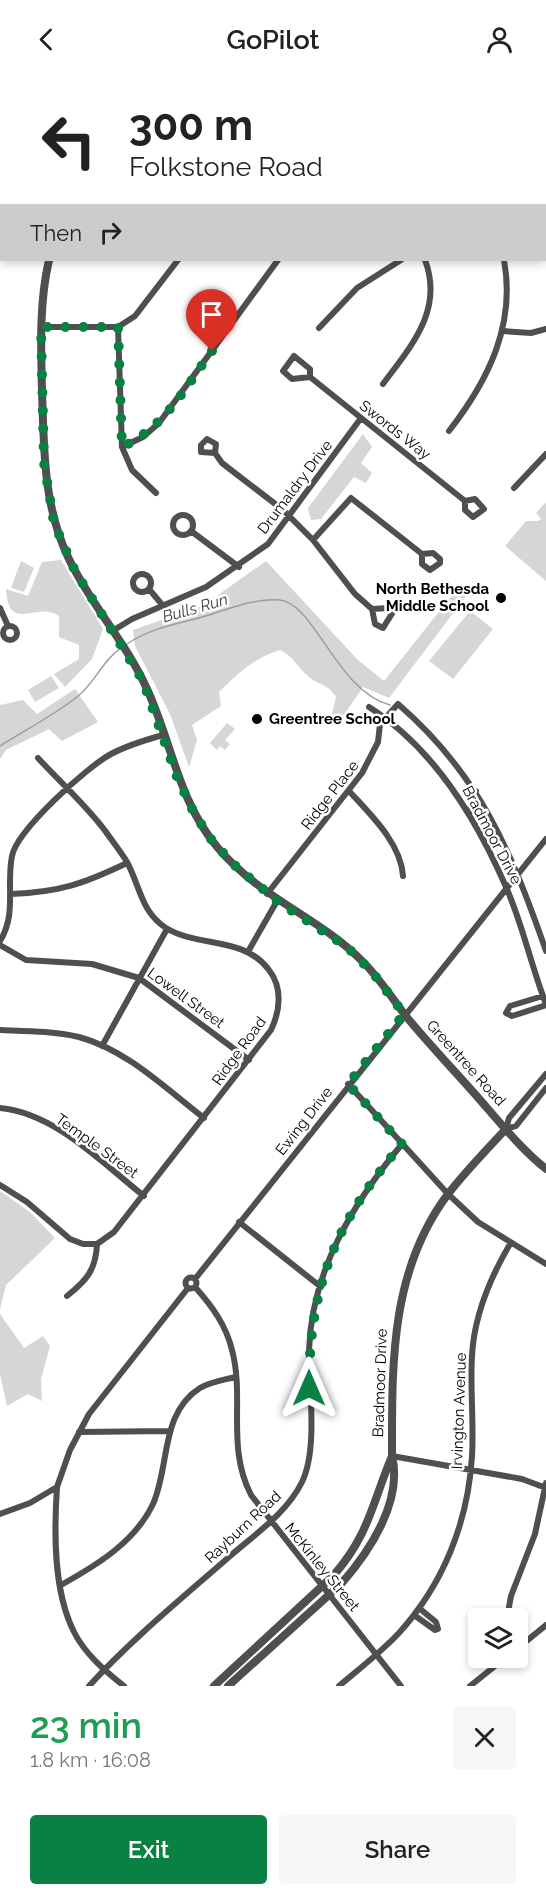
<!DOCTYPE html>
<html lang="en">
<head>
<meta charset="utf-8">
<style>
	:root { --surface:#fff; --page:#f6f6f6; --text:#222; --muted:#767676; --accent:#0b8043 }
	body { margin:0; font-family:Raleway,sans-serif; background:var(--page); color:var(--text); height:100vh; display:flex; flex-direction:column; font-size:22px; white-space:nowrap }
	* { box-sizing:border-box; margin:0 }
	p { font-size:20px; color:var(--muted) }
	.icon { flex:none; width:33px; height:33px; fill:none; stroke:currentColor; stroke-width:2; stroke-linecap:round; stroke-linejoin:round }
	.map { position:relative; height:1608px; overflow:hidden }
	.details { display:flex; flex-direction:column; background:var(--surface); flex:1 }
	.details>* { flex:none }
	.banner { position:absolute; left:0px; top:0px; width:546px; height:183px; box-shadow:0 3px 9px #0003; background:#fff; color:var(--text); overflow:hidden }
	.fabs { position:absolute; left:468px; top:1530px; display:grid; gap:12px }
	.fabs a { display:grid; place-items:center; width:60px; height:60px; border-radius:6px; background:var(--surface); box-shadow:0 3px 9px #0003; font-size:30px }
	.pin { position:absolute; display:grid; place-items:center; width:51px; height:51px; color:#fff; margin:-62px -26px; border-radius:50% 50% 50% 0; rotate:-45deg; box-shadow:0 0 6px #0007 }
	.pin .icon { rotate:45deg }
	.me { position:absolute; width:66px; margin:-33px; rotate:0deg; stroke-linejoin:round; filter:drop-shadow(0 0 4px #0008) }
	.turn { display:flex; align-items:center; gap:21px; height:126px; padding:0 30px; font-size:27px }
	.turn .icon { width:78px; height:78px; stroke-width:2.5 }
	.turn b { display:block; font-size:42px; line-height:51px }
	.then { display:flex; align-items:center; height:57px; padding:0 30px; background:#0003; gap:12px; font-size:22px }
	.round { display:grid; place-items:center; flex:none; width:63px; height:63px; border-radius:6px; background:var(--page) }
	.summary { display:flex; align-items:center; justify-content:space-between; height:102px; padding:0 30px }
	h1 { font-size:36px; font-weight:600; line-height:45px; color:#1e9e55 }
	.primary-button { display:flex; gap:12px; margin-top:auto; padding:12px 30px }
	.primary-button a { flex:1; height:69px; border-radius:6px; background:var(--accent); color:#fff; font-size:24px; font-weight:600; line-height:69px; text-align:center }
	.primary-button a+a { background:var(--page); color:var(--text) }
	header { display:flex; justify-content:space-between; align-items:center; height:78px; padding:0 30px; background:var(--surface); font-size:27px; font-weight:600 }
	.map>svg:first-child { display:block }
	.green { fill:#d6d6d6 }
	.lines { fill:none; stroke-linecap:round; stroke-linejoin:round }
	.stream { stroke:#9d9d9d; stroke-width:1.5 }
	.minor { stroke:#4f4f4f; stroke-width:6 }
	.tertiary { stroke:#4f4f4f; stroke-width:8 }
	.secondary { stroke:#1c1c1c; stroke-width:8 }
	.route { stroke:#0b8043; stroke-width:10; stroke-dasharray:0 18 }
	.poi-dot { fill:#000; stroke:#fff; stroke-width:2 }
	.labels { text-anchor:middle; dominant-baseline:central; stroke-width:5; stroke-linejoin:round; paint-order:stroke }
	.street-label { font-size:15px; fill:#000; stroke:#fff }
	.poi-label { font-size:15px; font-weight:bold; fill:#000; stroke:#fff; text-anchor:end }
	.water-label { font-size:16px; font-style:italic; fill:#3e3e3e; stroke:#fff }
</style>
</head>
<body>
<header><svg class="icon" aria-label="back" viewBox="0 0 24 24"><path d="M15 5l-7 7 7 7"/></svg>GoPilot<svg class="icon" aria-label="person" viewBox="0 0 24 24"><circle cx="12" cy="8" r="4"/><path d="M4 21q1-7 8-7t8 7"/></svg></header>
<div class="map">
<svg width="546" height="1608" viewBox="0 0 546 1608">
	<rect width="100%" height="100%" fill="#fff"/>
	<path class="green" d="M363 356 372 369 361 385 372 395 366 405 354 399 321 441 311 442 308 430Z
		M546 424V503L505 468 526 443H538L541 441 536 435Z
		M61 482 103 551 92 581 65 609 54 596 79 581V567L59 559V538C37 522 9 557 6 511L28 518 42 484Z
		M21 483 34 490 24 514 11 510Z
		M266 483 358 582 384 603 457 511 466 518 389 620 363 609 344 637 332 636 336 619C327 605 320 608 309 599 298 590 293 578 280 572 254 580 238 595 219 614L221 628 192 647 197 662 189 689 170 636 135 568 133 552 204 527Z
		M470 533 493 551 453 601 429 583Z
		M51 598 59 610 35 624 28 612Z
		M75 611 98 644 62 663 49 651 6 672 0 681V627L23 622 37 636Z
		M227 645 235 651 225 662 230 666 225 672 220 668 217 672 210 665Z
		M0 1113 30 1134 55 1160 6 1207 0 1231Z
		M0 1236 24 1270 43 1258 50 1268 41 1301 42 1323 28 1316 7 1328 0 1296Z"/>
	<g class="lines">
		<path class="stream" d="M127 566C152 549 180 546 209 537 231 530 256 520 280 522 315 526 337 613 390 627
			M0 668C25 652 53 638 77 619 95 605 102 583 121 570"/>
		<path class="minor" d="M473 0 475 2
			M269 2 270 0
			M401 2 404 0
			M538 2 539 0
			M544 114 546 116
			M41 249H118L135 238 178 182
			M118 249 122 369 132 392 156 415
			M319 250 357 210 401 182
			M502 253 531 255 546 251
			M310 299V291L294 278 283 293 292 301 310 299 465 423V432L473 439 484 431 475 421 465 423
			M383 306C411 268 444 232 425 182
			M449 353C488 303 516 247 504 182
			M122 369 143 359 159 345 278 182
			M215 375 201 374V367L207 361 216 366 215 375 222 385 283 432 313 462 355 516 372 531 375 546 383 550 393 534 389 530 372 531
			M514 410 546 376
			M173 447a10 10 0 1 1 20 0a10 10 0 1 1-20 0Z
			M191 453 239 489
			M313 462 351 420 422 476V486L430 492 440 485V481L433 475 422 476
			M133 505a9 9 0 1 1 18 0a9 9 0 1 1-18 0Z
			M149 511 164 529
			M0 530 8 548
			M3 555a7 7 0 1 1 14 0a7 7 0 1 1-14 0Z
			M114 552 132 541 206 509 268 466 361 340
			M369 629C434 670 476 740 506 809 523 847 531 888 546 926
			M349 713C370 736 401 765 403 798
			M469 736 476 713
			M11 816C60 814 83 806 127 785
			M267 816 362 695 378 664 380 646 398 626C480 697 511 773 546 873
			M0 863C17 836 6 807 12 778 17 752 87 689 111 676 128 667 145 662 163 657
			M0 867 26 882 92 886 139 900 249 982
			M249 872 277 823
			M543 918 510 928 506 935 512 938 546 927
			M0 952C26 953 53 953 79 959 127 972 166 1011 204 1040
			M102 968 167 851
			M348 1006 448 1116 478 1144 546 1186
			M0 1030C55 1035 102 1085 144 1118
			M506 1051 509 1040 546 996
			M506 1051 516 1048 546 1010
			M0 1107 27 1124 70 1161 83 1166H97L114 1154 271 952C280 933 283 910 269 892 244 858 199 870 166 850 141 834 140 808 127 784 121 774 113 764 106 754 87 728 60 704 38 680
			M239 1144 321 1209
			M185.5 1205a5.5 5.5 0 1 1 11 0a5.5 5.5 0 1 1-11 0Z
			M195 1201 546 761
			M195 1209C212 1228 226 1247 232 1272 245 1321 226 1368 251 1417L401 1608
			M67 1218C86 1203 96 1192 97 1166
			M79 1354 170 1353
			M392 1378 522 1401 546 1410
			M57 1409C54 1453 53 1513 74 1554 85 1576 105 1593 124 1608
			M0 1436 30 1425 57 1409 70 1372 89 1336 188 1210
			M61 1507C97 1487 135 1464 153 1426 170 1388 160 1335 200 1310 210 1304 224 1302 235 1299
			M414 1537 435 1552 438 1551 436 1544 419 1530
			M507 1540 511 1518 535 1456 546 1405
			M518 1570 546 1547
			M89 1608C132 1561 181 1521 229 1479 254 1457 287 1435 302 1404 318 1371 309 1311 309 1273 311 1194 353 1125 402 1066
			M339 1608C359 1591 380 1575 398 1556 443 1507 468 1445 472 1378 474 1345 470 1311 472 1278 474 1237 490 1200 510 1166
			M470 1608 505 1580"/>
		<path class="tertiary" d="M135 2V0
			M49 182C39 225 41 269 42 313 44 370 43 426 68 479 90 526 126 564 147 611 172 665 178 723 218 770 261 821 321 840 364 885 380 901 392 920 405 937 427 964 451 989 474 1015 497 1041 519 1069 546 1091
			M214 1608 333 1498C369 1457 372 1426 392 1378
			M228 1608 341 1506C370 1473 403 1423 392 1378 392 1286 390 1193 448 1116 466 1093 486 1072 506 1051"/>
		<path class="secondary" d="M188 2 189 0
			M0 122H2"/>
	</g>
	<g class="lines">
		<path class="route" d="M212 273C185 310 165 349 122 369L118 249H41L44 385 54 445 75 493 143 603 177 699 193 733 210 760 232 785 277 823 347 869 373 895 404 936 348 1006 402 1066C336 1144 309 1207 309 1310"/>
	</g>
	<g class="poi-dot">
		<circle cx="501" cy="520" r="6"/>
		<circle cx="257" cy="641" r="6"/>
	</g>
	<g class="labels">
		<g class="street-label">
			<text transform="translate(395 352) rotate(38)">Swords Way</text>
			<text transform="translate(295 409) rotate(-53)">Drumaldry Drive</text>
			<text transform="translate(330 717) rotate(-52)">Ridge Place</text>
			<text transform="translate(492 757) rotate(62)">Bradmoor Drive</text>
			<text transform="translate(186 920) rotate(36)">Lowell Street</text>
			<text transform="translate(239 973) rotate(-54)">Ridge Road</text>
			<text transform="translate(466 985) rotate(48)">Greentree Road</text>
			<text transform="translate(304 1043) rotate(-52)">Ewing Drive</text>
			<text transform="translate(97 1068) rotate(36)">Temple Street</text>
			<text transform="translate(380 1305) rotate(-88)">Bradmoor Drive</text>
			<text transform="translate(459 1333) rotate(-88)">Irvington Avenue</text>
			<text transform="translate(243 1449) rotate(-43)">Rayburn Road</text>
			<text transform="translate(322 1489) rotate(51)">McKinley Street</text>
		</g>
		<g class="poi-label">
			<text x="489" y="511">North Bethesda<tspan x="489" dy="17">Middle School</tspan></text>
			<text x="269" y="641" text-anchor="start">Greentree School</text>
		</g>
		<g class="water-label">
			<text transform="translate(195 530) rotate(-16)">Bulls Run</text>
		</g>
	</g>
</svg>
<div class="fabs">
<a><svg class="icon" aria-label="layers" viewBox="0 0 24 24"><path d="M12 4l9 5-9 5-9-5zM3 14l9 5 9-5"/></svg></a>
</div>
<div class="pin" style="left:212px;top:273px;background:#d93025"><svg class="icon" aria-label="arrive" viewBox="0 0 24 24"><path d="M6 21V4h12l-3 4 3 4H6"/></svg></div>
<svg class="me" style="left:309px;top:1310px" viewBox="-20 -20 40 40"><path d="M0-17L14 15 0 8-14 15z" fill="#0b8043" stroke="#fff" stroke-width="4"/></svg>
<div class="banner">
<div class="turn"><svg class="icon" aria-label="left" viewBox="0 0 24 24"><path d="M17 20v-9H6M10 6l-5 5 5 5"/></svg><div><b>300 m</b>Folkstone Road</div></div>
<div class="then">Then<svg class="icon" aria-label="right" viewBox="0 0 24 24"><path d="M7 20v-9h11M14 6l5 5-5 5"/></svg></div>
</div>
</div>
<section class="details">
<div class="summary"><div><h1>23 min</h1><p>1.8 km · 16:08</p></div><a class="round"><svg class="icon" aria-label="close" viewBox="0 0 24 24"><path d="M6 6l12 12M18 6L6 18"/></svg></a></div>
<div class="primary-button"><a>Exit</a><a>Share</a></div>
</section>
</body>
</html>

= = = = =

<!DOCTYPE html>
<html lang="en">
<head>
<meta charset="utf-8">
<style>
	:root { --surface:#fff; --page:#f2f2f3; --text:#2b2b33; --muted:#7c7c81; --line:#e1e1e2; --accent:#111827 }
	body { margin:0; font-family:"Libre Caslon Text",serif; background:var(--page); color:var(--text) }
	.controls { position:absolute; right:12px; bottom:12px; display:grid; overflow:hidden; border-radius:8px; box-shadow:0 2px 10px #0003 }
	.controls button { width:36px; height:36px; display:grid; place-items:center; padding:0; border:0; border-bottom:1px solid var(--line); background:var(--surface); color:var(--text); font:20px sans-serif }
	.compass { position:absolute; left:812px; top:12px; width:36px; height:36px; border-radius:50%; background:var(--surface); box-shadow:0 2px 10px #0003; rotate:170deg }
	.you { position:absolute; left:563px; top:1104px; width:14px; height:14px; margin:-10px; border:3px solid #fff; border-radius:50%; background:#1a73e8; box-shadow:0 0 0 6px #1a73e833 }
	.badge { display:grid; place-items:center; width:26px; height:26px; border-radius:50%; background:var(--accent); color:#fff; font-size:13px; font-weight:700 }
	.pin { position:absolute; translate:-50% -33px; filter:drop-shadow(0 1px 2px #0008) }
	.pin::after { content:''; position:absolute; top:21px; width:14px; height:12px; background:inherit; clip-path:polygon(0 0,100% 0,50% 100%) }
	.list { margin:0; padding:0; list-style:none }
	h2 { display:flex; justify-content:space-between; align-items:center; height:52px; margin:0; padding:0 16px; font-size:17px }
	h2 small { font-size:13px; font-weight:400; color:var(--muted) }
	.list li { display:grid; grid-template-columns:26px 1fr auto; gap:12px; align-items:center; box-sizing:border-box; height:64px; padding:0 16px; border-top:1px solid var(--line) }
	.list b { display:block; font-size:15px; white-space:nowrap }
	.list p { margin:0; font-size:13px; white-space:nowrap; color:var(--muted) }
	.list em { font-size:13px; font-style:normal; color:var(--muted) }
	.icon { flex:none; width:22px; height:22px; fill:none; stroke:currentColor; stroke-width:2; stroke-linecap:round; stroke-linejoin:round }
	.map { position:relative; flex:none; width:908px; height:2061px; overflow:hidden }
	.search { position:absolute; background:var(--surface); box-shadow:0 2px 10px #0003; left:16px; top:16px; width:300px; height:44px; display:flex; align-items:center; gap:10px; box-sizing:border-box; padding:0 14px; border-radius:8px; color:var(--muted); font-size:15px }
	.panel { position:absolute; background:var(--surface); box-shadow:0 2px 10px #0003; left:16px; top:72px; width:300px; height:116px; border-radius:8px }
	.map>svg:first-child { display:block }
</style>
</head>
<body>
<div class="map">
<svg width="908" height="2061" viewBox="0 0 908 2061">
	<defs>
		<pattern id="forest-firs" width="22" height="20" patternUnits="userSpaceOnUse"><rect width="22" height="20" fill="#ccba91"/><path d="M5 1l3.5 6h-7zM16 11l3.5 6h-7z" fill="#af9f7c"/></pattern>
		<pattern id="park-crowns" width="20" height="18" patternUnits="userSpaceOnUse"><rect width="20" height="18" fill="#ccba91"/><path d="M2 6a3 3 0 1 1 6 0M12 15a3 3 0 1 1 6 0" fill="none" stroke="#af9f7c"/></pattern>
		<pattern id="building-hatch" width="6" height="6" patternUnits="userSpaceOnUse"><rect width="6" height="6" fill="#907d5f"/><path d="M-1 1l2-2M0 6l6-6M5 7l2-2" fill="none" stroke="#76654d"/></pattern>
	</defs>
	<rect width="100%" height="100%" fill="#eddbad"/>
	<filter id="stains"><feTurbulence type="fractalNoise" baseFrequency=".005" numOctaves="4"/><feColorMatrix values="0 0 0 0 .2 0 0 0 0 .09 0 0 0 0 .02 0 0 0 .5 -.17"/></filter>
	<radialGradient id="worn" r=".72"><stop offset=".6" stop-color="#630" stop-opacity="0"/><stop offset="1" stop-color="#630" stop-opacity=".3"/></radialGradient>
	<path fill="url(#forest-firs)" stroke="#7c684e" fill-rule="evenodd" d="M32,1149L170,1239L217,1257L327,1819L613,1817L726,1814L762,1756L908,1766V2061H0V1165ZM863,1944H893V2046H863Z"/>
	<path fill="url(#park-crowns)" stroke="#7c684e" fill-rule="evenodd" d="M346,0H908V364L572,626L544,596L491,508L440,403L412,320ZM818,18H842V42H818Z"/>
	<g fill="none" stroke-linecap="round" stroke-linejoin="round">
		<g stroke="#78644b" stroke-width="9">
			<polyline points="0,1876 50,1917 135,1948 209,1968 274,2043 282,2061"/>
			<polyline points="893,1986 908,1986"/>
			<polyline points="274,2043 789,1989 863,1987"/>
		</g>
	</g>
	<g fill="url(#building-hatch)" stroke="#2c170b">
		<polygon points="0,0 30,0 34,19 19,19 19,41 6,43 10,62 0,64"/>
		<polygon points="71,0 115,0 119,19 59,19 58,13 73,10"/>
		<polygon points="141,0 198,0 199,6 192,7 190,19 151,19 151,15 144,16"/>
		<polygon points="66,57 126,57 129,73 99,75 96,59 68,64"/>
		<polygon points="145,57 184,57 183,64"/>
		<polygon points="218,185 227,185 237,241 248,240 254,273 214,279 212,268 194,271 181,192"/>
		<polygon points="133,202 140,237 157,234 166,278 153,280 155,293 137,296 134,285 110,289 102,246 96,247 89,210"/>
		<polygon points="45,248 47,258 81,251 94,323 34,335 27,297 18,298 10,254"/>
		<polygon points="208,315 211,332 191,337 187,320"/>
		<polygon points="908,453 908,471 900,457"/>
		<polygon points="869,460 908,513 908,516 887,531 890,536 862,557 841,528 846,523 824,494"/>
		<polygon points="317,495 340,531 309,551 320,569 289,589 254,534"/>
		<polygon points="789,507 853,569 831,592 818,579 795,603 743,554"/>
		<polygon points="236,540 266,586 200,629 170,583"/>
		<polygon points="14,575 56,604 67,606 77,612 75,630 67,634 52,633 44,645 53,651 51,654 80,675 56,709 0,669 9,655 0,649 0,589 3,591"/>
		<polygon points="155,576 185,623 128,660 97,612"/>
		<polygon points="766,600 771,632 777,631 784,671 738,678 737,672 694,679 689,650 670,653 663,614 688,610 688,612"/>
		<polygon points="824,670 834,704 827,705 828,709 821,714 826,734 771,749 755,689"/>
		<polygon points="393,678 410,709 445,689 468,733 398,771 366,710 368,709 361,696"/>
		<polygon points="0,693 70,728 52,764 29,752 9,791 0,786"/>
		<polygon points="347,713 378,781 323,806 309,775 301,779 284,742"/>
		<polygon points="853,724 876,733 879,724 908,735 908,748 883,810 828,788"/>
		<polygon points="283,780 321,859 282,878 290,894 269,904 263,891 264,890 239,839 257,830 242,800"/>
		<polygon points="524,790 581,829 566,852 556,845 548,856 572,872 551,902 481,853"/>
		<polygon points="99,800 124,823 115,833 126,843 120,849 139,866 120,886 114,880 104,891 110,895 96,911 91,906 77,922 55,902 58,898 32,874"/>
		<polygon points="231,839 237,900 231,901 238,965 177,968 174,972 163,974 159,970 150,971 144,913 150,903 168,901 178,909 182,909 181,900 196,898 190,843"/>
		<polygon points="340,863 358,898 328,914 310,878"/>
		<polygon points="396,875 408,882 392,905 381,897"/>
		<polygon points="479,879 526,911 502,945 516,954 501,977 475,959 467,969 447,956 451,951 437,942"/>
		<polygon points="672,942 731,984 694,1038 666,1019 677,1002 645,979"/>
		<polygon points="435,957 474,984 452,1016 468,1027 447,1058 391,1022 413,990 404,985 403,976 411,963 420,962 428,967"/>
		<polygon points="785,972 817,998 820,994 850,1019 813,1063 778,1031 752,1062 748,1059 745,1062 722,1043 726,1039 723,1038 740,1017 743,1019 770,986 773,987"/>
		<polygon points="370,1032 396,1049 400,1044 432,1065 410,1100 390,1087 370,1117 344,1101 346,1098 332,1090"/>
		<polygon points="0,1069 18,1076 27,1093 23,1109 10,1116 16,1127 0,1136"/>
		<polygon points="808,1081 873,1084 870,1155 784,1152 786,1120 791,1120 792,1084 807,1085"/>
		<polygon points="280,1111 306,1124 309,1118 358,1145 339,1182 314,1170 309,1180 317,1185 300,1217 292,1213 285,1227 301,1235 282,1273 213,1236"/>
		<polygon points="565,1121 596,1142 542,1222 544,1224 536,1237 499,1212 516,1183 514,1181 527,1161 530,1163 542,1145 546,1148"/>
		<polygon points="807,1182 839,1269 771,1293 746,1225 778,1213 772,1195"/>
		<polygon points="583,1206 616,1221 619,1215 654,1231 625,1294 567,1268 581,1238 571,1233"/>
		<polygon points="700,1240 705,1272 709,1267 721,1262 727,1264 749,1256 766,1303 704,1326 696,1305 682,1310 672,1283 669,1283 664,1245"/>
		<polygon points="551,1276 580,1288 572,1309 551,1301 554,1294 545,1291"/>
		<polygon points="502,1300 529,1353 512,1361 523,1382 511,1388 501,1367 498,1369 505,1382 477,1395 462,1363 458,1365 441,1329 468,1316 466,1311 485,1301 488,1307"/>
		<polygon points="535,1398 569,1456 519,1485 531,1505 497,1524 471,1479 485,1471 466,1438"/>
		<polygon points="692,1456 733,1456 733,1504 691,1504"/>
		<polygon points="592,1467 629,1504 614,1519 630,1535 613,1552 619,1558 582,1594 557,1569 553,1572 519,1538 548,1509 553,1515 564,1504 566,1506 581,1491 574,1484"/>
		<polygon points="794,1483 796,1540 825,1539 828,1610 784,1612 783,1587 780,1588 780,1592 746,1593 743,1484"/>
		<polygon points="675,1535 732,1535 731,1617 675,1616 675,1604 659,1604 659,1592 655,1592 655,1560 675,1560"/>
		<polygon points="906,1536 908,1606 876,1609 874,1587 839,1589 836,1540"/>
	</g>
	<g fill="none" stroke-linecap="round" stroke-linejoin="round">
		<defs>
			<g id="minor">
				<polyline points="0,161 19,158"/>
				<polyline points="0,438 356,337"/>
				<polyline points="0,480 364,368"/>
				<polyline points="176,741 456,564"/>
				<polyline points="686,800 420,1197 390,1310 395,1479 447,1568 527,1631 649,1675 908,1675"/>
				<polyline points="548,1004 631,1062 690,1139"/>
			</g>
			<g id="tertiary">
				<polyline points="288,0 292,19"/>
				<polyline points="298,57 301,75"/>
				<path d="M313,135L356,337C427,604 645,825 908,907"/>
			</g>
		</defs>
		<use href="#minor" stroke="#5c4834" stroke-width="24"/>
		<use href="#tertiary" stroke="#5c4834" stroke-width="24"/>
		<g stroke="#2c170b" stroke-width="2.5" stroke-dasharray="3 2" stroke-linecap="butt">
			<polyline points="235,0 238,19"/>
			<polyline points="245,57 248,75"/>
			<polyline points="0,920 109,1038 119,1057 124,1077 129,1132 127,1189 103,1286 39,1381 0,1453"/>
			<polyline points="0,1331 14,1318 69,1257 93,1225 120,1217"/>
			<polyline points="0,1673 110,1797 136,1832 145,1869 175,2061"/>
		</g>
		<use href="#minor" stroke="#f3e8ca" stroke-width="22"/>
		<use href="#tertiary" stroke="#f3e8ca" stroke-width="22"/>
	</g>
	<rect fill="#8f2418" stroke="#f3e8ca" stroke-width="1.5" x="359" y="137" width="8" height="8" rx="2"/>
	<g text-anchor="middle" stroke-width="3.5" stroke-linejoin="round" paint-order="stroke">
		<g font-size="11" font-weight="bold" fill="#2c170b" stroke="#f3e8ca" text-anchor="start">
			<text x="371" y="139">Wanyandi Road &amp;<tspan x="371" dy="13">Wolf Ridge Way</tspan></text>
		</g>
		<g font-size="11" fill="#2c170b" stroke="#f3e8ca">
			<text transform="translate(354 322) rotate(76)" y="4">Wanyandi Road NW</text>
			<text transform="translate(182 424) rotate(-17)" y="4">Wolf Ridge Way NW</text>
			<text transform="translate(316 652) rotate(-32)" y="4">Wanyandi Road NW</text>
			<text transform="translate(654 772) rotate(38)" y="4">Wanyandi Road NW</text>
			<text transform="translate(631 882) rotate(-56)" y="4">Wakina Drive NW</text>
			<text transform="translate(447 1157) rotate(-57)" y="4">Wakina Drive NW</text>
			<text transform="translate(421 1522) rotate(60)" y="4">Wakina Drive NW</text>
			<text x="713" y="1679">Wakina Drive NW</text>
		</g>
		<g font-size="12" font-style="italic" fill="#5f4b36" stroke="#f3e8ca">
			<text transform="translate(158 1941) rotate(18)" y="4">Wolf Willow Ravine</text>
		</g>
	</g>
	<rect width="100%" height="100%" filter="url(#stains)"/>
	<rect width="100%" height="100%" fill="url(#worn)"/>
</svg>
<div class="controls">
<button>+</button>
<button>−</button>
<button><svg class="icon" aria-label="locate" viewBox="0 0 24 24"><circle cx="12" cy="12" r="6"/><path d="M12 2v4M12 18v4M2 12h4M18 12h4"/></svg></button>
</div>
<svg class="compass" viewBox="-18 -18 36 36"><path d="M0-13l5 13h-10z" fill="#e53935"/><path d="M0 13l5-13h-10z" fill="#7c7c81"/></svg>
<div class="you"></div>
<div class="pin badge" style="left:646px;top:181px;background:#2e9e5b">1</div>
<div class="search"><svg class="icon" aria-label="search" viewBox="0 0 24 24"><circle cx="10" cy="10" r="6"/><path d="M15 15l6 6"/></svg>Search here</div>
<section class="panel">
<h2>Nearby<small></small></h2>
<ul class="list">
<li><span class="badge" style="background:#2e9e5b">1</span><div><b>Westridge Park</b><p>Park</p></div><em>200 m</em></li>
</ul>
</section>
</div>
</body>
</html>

= = = = =

• Instructions for the task
From the data above, copy each line that has the string "drop".

• Finished task
	.me { position:absolute; width:66px; margin:-33px; rotate:0deg; stroke-linejoin:round; filter:drop-shadow(0 0 4px #0008) }
	.pin { position:absolute; translate:-50% -33px; filter:drop-shadow(0 1px 2px #0008) }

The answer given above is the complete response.